Citation:  2021 ASABE Annual International Virtual Meeting  2101077.(doi:10.13031/aim.202101077)
Authors:   Temitayo Abayomi Ewemoje, Prof., Habeeb Adedotun Alabi, Engr., David Adewale Ajekiigbe, Mayowa Emmanuel Salawu, Samuel Adeyemi Bamidele, Busayo Samuel Ayeni
Keywords:   Amaranthus hybridus yield, Irrigation scheduling, Light intensity, Tropical environment

Abstract. Light intensity and water availability affect physiological processes and growth of plants while irrigation scheduling ensures adequate water supply all year round. Several works has been on water management for the crop but there is dearth of information on light intensity reduction effects. Hence, the study was therefore designed to determine effects of light reduction and irrigation scheduling (25%, 50%, 75%, and 100% FC) on growth and yield of amaranthus hybridus. Randomised Complete Block Design (RCBD) was used. Irrigation treatments (25%, 50%, 75%, and 100% FC) were applied on shaded and non-shaded fields and replicated thrice. Growth data (plant height, stem girth, and number of leaves) were measured weekly and biomass yield determined at 6 Weeks After Planting for two dry seasons. The 20% light intensity reduction from 1,242 Lux to 248 Lux affected growth parameters, bulk weight and yield significantly. Growth parameters (plant height, stem girth, and number of leaves) taken together showed significant differences (P<0.05) among the 100%, 75%, 50%, and 25% water applications in both shaded and unshaded fields.
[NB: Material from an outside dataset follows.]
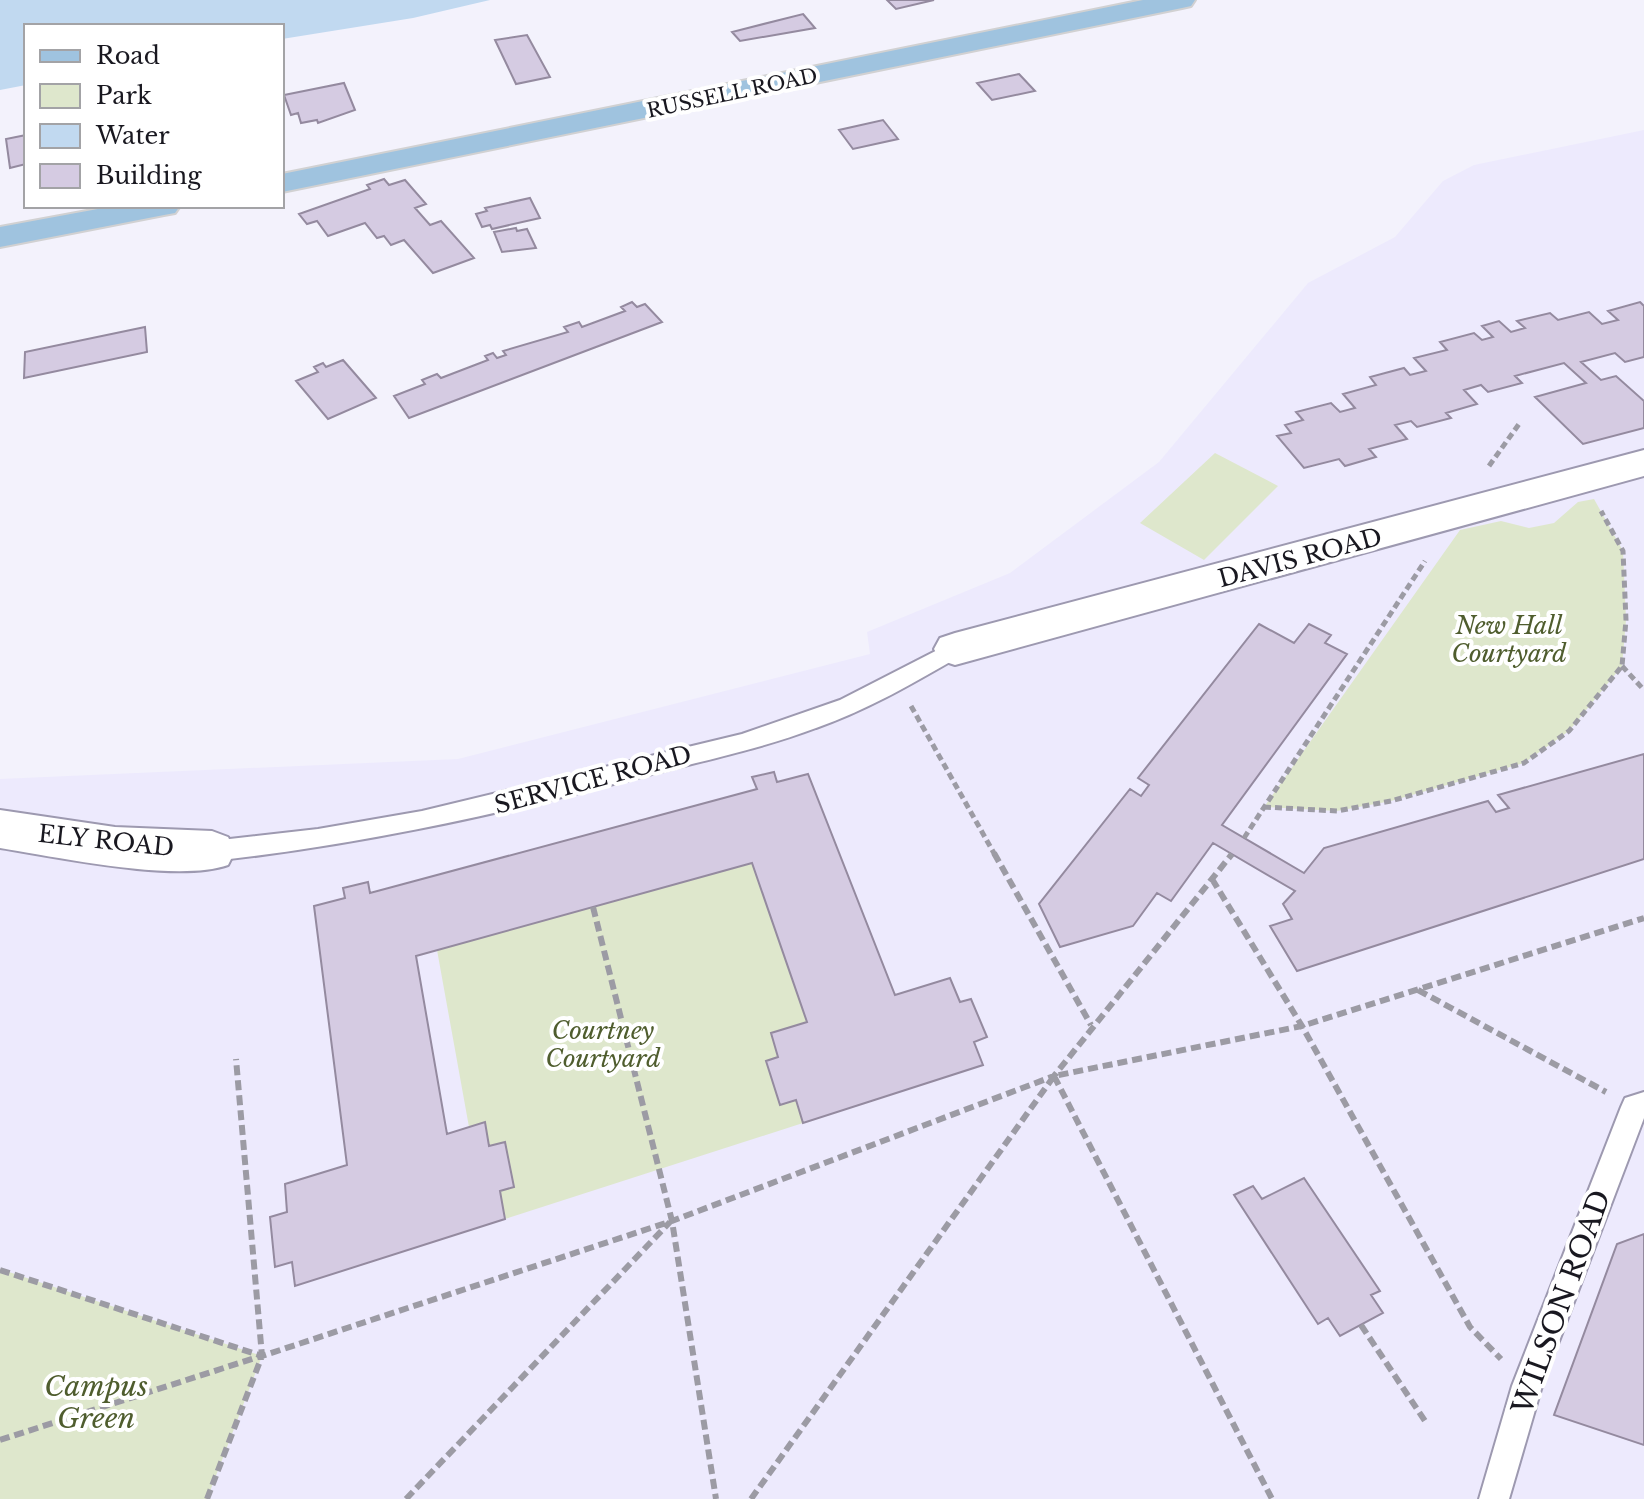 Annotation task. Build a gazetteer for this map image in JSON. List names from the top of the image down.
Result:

There was significant difference (P<0.05) between biomass yield of 100% FC and 75% FC; 75% FC and 50% FC of the shaded field. Also, there was significant difference between the biomass yield of the 100% FC and 75% FC; 75% FC and 50% FC of the open field. The 100% FC gives maximum yield per unit area per water applied, and is therefore the best of all irrigation schedules for both shaded and open field.